Ей трудно удержать себя.

«Если он не был глупцом, он хотел сказать, что каждый из нас может найти человека, у кого меньше всего, чем у нас. Ты разве не знаешь, что каждый еврей обязан давать что-то милосердию? Даже нищие должны».

«Расскажи мне больше», просит он.

И она учит его тому, чему обучилась она, когда ее родители отвели ее послушать великого Ребе Хиллеля о том, что наша обязанность — возлюбить друг друга, и это — самая высшая из всех заповедей Бога.

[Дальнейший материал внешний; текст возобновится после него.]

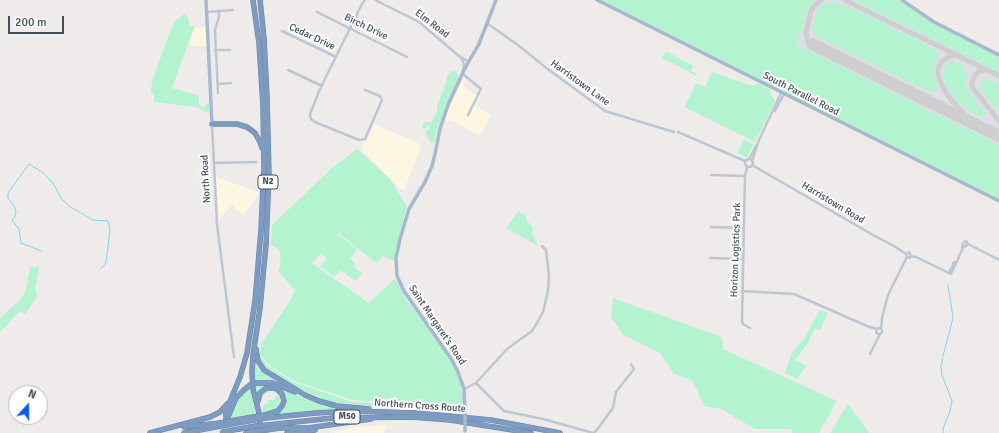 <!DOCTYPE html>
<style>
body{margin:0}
#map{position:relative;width:999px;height:433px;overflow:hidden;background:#efebeb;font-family:Signika,sans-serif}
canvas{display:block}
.north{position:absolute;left:8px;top:385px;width:40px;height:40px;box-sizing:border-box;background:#fff;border:1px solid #b3b8bd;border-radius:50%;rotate:21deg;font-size:11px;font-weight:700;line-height:16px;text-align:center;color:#424e5b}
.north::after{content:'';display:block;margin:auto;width:14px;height:18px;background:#075ced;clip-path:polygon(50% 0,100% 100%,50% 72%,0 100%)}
.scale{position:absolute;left:8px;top:16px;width:56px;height:18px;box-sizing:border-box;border:2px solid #424e5b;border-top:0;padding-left:5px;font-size:12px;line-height:14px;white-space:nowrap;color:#424e5b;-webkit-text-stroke:3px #fff;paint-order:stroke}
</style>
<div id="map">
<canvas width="999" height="433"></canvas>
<div class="north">N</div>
<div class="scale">200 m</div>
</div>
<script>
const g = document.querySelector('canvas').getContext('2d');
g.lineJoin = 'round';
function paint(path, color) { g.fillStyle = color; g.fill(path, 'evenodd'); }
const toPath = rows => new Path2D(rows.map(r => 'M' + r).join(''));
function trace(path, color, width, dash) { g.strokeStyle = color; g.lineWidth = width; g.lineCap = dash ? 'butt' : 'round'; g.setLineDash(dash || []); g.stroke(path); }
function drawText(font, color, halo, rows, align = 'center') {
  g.font = font + ' Signika,sans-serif'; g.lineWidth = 4; g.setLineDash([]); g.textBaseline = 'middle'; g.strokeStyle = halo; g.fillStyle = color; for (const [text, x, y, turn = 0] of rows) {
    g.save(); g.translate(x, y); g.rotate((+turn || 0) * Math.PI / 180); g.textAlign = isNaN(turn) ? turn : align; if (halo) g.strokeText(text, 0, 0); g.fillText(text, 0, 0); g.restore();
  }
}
paint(toPath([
 [206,27,207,47,204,47,204,45,200,47,188,44,194,28],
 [464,77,467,79,463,86,477,96,481,87,484,89,475,106,491,115,480,136,453,121,444,120,451,102],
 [374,124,418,143,421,147,404,190,400,189,362,150,363,144,368,140],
 [216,177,258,192,258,195,243,215,232,205,219,219],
 [388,425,383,433,334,433,334,431,341,431,342,430,355,427]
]), '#fdf7e1');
paint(toPath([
 [602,0,898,0,924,19,999,57,999,198]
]), '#dddfe4');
paint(toPath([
 [600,0,814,0,808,9,802,29,795,44,999,145,999,200],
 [853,0,900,0,927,19,999,55,999,72],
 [834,2,858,11,935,49,938,54,934,70,934,75,938,87,937,91,932,93,818,37,812,30,816,15,821,6,826,4],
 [184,14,189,18,189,26,194,26,194,28,172,88,197,95,199,97,199,104,202,107,205,106,209,102,209,111,207,112,195,107,155,102,154,100,154,95,151,92,152,81,171,29,175,21],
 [666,51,694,66,691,71,697,74,697,76,662,58],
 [951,62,958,62,965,69,967,75,966,81,967,89,984,112,986,114,984,117,975,115,975,113,963,106,949,91,945,84,943,71,946,65],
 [454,71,457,72,459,76,437,130,434,143,430,142,428,138,426,132,430,127,427,126,425,129,422,127,424,122,430,122,433,120,437,111,437,105,443,92,448,75,450,72],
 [712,72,749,85,756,85,758,83,769,89,775,102,755,142,684,107,697,83,705,87],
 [983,80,999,82,999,112,986,97,980,85],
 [744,139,754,144,747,157,745,157,737,153],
 [357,149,390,179,407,206,396,249,395,261,382,256,379,261,375,262,338,233,337,234,357,249,350,259,355,263,353,266,362,273,356,281,343,272,339,271,334,277,320,266,327,259,321,253,312,263,369,303,395,279,408,302,434,334,453,363,461,384,464,408,353,400,292,380,268,364,260,354,261,344,290,301,295,290,278,271,281,261,279,250,271,245,272,225,331,169],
 [519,211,526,217,526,220,533,227,532,234,538,246,506,228],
 [38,266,39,269,35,288,37,296,25,314,20,311,0,332,0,318,21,299,26,290,30,267],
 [613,298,722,337,723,349,837,401,819,433,792,433,791,429,755,429,721,409,704,406,692,380,674,374,660,353,624,335,611,318],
 [820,310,828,313,820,330,815,328,808,343,795,360,807,366,802,371,797,379,785,373,792,353,804,339],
 [259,355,267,365,291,381,352,402,462,409,463,412,398,407,357,406,327,401,292,385,265,367,259,359],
 [255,359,257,367,266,375,290,388,273,380,255,381],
 [269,383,317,403,335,408,348,410,325,410,278,415,286,403,286,398,284,393,277,388,270,386,262,388,257,395,255,385],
 [250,388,256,415,231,418,232,409,236,401,247,389],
 [268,389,273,389,280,395,280,405,277,410,263,413,263,405,268,403,268,400,274,400,277,394,275,392,271,391,266,393,260,399,261,395],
 [848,404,869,433,830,433]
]), '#b4f3d0');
trace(toPath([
 [41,251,21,243,19,229,12,220,15,217,16,212,14,206,8,198,8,193,29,164,42,172,53,183,61,198,69,206,93,220,108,221,110,230,106,262,104,266,101,268],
 [943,356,953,318,948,285],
 [943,358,941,366,942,375,952,401,950,411,943,429,943,433]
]), '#7cd3f4', 1);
trace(toPath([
 [845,0,999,76],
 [812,44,807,39,806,32,811,11,815,5,821,0],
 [956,55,950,56,941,62,938,69,938,76,944,90,952,101,969,119,977,125],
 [986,70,979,71,975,75,972,82,972,87,999,121]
]), '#ceced1', 5);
trace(toPath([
 [812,44,999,136]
]), '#ceced1', 12);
const highway = toPath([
 [212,124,237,124,247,127,255,133,260,142,262,148],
 [256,349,258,361,264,370,305,395,319,401,337,406,369,409],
 [257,383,273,383,295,392],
 [258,401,260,393,266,388,276,388,282,394,284,401,282,406,278,411,265,415],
 [228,417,236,398,245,389,250,385],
 [266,418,316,413,353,411,418,413,491,420,560,433],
 [236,420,253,417],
 [237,423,254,420],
 [226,425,226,411,240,377,247,353,255,301,261,230,264,165,263,106,259,43,253,0],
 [267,425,333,418,411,417,450,420,531,433],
 [184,427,220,423],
 [239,429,255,426],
 [267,430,279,428,308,428,371,419],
 [150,433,210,417,220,412,227,404],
 [184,433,221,426],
 [246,433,255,431],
 [259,433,260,423,259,413,253,389,252,372,253,355,260,308,266,245,269,175,267,97,264,38,260,0],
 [287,433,315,430]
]);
trace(highway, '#6985ac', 5.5);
trace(toPath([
 [375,0,419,22,459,56,469,62],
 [207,12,233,10],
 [317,12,407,57],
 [488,24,518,45,545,67,605,111,674,132],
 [282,31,336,57],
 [215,50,230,50],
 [460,56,463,61,464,66,463,74,481,89,468,115],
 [288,70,322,86],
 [218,84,231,83],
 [365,90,380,96,382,100,365,139,359,140,315,122,311,119,310,114,320,89,362,4,365,0],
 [218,93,215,30,219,17,219,11],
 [775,111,784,94],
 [212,124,217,224,234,357],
 [678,132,745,161],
 [749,159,759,141],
 '745 163a4 4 0 1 1 8 0a4 4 0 1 1-8 0Z',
 [752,161,759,140,781,93],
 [214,163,256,162],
 [752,165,873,235,894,246,906,254,907,257,910,258,911,256,916,257,951,274,963,248,968,244],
 [747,167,745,176,742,321,743,324,750,328],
 [711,175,745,176],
 [711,227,744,228],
 [962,247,964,242,966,241,968,244,999,260],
 [906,254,909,252,911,256],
 [710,258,743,259],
 [949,273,954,262],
 [742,291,794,294,867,326,877,329],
 '876 331a3 3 0 1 1 6 0a3 3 0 1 1-6 0Z',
 [881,329,882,318,888,295,907,257],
 [870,354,880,334],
 [476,383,504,411,543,419,593,433,596,431,613,408,616,392,634,369,631,364],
 [464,389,476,383,507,349,532,331,537,323,543,312,548,291,549,276,546,250,542,246]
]), '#bdc7d3', 2.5);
trace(toPath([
 [206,0,212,124],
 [597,0,999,201],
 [902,0,934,22,999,55],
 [465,410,464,389,458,372,452,360,404,291,397,276,396,258,400,239,409,209,425,182,432,166,435,154,440,129,448,105,464,70,479,44,496,0]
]), '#a8b9ce', 3.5);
trace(highway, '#7d9ac1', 4.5);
const highwayBridge = toPath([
 [250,385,257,383],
 [253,417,265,415],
 [254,420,266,418],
 [220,423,236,420],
 [221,426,237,423],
 [255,426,267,425],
 [255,431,267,430],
 [222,432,239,429]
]);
trace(highwayBridge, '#6985ac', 5.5, []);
trace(toPath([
 [465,410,465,431]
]), '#a8b9ce', 3.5);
trace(highwayBridge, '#7d9ac1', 4.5);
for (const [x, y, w] of [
 [268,182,20],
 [347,417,26]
]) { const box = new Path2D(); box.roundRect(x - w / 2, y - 7, w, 14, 3); g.fillStyle = '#fff'; g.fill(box); trace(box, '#424e5b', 1); }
drawText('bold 9px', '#424e5b', null, [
 ["N2",268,182],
 ["M50",347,417]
]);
drawText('10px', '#424e5b', '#fff', [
 ["Elm Road",432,24,37],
 ["Birch Drive",366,27,26],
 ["Cedar Drive",312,37,25],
 ["Harristown Lane",580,83,36],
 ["South Parallel Road",801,94,27],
 ["North Road",206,179,-93],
 ["Harristown Road",833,203,31],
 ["Horizon Logistics Park",736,250,-88],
 ["Saint Margaret's Road",437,325,56],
 ["Northern Cross Route",420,406,4]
]);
</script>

И что обязанность милосердия распространяется даже и на наше тело, и мы должны заботиться о нем, потому что наши души гостят в нем.

Он желает матери, этот юноша — так читает она в его поведении, и садится он в пыль у ее ног, слушая ее слова, пока не наступает время ужина, и прибегают шумные и голодные дети. Он желает, чтобы мать заметила, что он — здесь и готов к учению.

Позже Иов и Михал засыпают, и она идет к очагу, прикрыв огонь золой и углями, чтобы он горел медленнее ночью. Гидон, все еще в доме, стоит, прислонившись своим длинным, тонким телом к стене, и строгает деревянную палку острым концом своего ножа.

Она спрашивает: «Кто — твои люди?»

Он отвечает: «Моя семья — те, кто верят в то, что верю я».

Она слышала о таких группах людей. Ессеи — они живут вместе и следуют одним обычаям, хотя и не родственники — и еще группы поменьше числом, которые следуют одним принципам и собираются вокруг своего учителя.

«И где же они?» спрашивает она, ожидая, что он назовет какую-то группу людей, живущих в пещерах или в пустыне, или в лесистых холмах у Иерусалема.

«Мы разбросаны», говорит он. «Сейчас мы, последователи твоего сына Иехошуа, странствуем. Учим. Мы несем слова его».

Она смотрит на него. Он, наклонившись вперед, смотрит на нее. Он придвигается к ней. Не для прикосновения, а лишь затем, чтобы приблизиться.

«Стань одной из нас», говорит он ей мягко. «Мать Мириам, выслушай учение благословенного сына твоего и расскажи нам, что ты знаешь о нем. Должны быть целые истории» — голос его тих, чтобы не разбудить детей, но слова произносятся быстро, с серьезной торопливостью — «ты могла бы рассказать, священные истории его рождения, его детства. Никто не посылал меня с такими просьбами, но был мне сон. Когда пришла зима. Во сне моем, облака разошлись, и голос с небес сказал, чтобы я нашел тебя. Он сказал, что я должен пойти и помочь тебе и работать для тебя, чтобы выучить все истории, которые ты мне расскажешь».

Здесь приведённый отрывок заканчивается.